# Mattlures Jitterfish



## Jim (Aug 21, 2010)

Finally, An Updated swimbait size jitterbug.

- 8 inches
-2.5 ounces

https://www.mattlures.com/Jitterfish.htm

This will be a producer of big fish for sure!


----------



## jkbirocz (Aug 22, 2010)

That thing looks killer, jitterbug style baits have really been coming through for me this summer, but this looks a lot better and at 2.5oz it will cast a lot better. =P~


----------



## fender66 (Aug 25, 2010)

That's a big lure for me. Jim, have you tried any of these yet?


----------



## Jim (Aug 25, 2010)

fender66 said:


> That's a big lure for me.

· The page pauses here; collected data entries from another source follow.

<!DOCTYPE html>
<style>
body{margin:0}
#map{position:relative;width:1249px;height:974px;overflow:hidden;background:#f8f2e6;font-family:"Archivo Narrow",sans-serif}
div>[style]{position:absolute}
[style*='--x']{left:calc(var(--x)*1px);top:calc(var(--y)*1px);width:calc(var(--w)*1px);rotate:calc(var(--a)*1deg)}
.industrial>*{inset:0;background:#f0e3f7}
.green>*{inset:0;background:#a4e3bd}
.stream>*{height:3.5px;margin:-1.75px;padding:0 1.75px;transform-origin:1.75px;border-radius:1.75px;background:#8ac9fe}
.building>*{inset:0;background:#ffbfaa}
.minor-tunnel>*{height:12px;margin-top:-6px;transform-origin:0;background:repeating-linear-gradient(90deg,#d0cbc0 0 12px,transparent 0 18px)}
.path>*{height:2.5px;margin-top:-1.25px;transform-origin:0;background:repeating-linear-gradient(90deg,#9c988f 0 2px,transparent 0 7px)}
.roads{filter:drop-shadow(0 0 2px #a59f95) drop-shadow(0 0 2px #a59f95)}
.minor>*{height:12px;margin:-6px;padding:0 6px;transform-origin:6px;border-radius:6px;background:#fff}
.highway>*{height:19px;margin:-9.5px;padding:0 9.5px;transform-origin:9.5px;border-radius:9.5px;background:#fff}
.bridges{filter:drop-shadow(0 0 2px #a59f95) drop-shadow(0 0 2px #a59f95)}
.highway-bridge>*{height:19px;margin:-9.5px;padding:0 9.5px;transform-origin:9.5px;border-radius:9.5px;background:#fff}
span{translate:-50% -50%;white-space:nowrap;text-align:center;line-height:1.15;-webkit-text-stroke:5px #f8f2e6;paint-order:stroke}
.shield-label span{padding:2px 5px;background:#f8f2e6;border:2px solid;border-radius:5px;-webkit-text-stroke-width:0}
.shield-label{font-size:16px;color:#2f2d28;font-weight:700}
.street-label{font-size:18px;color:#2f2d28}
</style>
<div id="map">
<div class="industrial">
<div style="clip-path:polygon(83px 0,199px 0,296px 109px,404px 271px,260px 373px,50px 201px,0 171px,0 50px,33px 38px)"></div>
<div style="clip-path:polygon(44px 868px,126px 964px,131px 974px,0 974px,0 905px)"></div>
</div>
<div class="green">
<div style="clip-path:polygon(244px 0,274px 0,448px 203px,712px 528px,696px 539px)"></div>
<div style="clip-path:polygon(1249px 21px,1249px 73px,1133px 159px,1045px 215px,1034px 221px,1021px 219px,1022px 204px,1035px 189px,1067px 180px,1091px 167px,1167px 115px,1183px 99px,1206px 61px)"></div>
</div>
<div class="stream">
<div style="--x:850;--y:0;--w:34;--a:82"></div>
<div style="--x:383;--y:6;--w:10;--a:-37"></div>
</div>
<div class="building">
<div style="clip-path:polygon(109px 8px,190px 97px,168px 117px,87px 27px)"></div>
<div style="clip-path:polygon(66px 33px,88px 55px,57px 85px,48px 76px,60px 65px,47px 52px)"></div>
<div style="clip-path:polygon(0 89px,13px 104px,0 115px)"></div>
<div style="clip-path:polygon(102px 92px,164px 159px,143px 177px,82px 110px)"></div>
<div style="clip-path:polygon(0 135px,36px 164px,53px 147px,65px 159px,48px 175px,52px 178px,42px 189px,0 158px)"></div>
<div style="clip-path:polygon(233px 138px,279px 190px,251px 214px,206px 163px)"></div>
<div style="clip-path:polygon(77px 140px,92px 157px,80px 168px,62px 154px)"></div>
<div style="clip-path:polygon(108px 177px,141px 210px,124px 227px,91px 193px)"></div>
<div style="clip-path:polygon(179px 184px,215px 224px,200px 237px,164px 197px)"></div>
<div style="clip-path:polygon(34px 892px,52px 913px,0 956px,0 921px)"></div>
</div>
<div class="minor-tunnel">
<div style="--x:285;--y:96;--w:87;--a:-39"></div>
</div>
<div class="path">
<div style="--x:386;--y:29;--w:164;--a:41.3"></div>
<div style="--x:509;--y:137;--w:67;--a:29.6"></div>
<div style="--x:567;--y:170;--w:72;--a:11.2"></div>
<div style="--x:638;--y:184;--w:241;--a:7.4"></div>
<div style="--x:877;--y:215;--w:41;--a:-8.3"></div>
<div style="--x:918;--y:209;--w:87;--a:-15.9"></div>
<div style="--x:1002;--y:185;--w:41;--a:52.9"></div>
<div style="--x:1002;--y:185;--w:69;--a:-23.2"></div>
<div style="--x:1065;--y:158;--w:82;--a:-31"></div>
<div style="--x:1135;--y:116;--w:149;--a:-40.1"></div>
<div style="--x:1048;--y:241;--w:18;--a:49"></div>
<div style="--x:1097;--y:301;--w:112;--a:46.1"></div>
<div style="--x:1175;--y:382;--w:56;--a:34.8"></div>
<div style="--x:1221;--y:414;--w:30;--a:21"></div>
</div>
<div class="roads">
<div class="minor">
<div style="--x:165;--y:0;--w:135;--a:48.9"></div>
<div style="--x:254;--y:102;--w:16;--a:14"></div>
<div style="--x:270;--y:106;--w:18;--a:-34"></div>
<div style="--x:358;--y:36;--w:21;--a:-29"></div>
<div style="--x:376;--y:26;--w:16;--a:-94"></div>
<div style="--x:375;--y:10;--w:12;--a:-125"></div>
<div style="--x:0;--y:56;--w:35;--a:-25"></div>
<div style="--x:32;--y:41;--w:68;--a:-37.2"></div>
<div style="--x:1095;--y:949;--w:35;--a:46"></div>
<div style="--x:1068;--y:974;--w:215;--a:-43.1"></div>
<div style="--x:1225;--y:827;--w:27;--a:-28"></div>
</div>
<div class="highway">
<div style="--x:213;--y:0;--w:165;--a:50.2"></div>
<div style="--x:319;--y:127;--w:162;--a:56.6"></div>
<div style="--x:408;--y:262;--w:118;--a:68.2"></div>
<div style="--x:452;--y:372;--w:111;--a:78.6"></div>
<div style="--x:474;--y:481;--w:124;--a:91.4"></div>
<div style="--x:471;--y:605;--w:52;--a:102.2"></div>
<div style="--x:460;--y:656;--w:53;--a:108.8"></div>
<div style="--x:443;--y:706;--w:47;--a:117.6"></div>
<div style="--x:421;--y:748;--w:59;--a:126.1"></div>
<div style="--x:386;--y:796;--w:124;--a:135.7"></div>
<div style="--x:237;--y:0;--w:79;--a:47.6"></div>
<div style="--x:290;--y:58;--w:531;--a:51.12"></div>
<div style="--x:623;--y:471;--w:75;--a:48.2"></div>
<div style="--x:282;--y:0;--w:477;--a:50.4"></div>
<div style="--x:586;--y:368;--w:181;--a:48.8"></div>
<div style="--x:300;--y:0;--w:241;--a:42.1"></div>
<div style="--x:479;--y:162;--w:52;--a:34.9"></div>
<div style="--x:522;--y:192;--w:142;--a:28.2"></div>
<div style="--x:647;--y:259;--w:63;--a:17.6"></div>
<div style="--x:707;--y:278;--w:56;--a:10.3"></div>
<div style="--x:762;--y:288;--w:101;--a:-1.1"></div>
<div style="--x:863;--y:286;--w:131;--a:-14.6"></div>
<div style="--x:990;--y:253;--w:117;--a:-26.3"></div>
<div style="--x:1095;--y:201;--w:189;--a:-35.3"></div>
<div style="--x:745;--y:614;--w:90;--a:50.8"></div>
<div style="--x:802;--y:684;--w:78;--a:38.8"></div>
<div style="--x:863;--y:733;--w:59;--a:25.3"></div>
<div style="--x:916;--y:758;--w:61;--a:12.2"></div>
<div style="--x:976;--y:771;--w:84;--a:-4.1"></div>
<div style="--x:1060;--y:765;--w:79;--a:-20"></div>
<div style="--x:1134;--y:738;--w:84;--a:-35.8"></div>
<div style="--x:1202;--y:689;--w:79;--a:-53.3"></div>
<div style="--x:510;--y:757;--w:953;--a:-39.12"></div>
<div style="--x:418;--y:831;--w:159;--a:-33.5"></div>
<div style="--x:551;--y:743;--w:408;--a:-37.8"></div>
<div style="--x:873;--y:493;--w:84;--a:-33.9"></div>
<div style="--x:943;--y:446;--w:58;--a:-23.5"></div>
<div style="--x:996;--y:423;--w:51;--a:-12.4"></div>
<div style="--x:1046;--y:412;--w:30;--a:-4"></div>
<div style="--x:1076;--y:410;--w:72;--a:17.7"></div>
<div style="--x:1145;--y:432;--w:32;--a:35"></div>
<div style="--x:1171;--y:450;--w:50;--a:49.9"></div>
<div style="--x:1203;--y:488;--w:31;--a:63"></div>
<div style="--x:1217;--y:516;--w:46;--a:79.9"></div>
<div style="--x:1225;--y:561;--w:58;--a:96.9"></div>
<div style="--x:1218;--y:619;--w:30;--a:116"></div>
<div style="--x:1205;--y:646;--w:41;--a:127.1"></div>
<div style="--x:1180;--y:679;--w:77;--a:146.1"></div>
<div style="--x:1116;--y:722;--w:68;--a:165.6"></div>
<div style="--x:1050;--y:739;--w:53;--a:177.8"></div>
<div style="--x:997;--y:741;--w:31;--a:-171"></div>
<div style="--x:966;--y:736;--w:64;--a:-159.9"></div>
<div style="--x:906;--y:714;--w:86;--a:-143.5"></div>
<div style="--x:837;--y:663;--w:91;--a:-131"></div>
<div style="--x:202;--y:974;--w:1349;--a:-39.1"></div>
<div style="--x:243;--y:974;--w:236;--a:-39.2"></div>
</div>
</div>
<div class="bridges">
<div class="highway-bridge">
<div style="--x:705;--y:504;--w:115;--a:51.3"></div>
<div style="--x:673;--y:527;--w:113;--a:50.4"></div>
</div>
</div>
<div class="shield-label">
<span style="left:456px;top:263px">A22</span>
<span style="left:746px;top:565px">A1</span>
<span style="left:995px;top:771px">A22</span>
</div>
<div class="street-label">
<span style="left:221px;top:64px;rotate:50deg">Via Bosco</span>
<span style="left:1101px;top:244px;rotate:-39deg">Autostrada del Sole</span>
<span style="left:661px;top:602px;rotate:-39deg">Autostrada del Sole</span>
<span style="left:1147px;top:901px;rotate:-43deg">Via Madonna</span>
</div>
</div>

Jim, have you tried any of these yet?



Waiting for it to come in the mail...............


----------



## redbug (Aug 25, 2010)

I think I smell me a sept member of the month prize.........



[-o< [-o< [-o< [-o< [-o< [-o< [-o< 



just kidding but I'M IN 

I think i will order a few for my wife she loves the jitterbug type lure


----------



## Jim (Aug 25, 2010)

redbug said:


> I think I smell me a sept member of the month prize.........
> 
> 
> 
> ...


 :LOL2: 

Maybe Christmas! 8)


----------



## fish devil (Aug 25, 2010)

:twisted: They look BAD AZZ!!!! =D>


----------